40% faster - drastically improved quality - another step up in Ton-Texters transcription

In my blog post How we improved our transcription performance by over 60% I explained how we managed to improve Ton-Texters transcription performance. In this post we are going to discover how we managed to improve its performance even further through the introduction of the whisper-large-v3-turbo model.

Open Table of Contents

Whisper Large v3 turbo
Speed
Usage
- Work with segmented audio
Conclusion

Whisper Large v3 turbo

We’re releasing a new Whisper model named large-v3-turbo, or turbo for short. It is an optimized version of Whisper large-v3 and has only 4 decoder layers—just like the tiny model—down from the 32 in the large series. Across languages, the turbo model performs similarly to large-v2.

Source

With this release we can get the performance of the previously state of the art large-v2, but with much higher transcription speeds. The most popular metric to measure transcription quality is the word error rate. It compares the transcription with the original transcript and calculates an error rate based on how many words were correct, missed, replaced or incorrectly inserted.

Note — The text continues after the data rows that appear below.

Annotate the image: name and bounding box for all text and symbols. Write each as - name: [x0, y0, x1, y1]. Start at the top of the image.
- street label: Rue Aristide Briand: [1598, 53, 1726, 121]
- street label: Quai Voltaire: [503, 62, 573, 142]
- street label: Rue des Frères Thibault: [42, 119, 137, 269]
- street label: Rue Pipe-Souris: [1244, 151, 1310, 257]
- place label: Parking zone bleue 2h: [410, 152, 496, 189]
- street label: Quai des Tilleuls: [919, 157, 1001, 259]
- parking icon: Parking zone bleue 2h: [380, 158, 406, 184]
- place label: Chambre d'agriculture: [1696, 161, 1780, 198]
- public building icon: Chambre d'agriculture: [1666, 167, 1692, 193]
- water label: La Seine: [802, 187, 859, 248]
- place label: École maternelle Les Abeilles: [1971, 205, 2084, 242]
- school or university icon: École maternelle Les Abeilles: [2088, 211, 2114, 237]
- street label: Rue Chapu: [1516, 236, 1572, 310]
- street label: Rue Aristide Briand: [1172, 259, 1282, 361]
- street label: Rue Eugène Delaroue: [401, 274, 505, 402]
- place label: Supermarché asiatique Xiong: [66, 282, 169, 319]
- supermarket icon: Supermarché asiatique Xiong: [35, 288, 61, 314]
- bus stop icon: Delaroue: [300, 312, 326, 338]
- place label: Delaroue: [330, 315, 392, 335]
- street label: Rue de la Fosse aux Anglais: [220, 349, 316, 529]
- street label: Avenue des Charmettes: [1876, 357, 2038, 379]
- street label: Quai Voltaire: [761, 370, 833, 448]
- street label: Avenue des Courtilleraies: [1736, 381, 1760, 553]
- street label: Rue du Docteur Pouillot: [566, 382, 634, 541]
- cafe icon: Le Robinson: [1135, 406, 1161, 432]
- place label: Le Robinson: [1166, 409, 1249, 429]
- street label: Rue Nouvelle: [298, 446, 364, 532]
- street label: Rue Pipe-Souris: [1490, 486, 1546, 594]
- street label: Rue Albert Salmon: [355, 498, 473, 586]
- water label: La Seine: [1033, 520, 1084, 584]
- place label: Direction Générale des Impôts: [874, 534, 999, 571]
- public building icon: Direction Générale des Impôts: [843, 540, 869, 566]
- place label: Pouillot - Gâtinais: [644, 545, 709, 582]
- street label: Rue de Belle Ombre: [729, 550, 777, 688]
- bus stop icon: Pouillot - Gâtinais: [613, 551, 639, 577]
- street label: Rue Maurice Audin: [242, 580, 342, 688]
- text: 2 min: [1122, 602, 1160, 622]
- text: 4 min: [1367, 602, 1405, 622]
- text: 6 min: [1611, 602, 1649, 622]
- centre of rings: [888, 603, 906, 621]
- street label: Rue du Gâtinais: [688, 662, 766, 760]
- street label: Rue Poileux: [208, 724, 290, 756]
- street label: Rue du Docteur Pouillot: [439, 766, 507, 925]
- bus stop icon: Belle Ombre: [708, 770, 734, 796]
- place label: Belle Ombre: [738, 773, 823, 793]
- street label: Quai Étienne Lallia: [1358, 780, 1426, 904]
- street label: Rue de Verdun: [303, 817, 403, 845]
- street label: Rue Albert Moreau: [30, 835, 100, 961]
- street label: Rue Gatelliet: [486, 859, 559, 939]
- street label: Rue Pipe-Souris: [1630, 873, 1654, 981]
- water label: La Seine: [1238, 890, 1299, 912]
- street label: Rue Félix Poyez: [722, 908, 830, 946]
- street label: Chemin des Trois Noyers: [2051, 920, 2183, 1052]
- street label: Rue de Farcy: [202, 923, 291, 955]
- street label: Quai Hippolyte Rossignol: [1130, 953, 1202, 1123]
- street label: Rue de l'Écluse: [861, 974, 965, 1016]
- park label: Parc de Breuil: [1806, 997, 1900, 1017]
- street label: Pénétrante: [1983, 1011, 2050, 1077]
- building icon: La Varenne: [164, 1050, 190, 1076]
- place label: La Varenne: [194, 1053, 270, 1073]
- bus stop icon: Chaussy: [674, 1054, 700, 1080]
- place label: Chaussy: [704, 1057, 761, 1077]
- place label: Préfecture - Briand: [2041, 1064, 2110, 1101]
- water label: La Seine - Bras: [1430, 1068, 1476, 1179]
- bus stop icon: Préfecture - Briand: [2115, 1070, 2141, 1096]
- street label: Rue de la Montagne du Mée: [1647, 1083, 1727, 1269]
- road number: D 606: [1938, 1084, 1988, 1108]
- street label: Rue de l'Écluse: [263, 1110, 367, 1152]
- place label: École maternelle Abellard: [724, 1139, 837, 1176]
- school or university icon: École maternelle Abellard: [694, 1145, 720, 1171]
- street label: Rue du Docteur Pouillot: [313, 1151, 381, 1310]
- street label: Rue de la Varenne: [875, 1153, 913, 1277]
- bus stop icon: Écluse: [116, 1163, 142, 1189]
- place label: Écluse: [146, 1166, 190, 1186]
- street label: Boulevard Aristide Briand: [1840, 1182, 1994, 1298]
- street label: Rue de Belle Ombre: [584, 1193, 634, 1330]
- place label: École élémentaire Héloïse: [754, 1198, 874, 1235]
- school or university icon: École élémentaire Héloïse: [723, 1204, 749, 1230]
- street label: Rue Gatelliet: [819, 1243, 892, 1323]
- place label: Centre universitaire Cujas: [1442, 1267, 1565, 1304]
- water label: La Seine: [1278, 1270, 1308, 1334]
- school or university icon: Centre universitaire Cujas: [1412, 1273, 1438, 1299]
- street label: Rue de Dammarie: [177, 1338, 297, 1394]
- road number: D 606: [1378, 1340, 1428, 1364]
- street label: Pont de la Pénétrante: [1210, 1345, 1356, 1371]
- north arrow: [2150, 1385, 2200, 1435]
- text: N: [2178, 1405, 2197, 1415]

The following chart shows the word error rates of the whisper models large-v2, large-v3 and large-v3-turbo.

Comparion of the WER

As we can see, in most cases the turbo model, even though its just 1/8 of the size of the large-v2 performs comparably. In our most important languages German and English the WER is 6.9% and 10.6% respectively.

Speed

On a AWS g4dn.xlarge Instance, that is equipped with a Nvidia T4 GPU, the transcription of a 1:37h podcast took less than 4 minutes. The entire process took around 9 minutes, including the speaker diarization, the segementation of the audio file and the export of the transcript in srt, txt and docx files.

This is equivalent to a real-time factor (The amount of time the transcription takes in comparison to the audio length of the provided audio file) of around 11.

Through the introduction of the large-v3-turbo model we managed to increase the real-time factor of our transcription pipeline from around 8x to around 11x !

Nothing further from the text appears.